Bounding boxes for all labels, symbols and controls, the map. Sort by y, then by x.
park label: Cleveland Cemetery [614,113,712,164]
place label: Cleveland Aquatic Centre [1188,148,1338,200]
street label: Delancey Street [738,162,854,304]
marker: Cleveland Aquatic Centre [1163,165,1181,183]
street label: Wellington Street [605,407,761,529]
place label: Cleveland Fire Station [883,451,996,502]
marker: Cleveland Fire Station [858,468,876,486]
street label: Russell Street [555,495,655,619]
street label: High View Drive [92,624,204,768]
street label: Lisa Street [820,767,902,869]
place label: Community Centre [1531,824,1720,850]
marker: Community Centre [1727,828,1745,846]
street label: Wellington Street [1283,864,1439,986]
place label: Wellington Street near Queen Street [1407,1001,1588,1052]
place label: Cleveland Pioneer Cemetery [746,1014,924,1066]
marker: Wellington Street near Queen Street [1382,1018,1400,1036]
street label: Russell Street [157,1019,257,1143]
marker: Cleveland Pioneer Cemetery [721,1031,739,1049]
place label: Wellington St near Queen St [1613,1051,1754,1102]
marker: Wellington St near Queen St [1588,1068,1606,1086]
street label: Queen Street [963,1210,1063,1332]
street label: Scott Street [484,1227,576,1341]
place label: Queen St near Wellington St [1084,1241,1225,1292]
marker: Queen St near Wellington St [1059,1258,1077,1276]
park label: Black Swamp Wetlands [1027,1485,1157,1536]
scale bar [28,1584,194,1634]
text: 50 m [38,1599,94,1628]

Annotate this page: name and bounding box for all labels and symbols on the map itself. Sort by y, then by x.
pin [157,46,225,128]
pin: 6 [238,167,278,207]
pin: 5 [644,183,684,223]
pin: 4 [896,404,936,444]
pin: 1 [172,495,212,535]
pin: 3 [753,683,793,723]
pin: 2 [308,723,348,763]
□ □ □ □ □
__Task instructions__
Tell how many lines in the material above include the word "Cleveland", giving the number only.

__Answer section__
7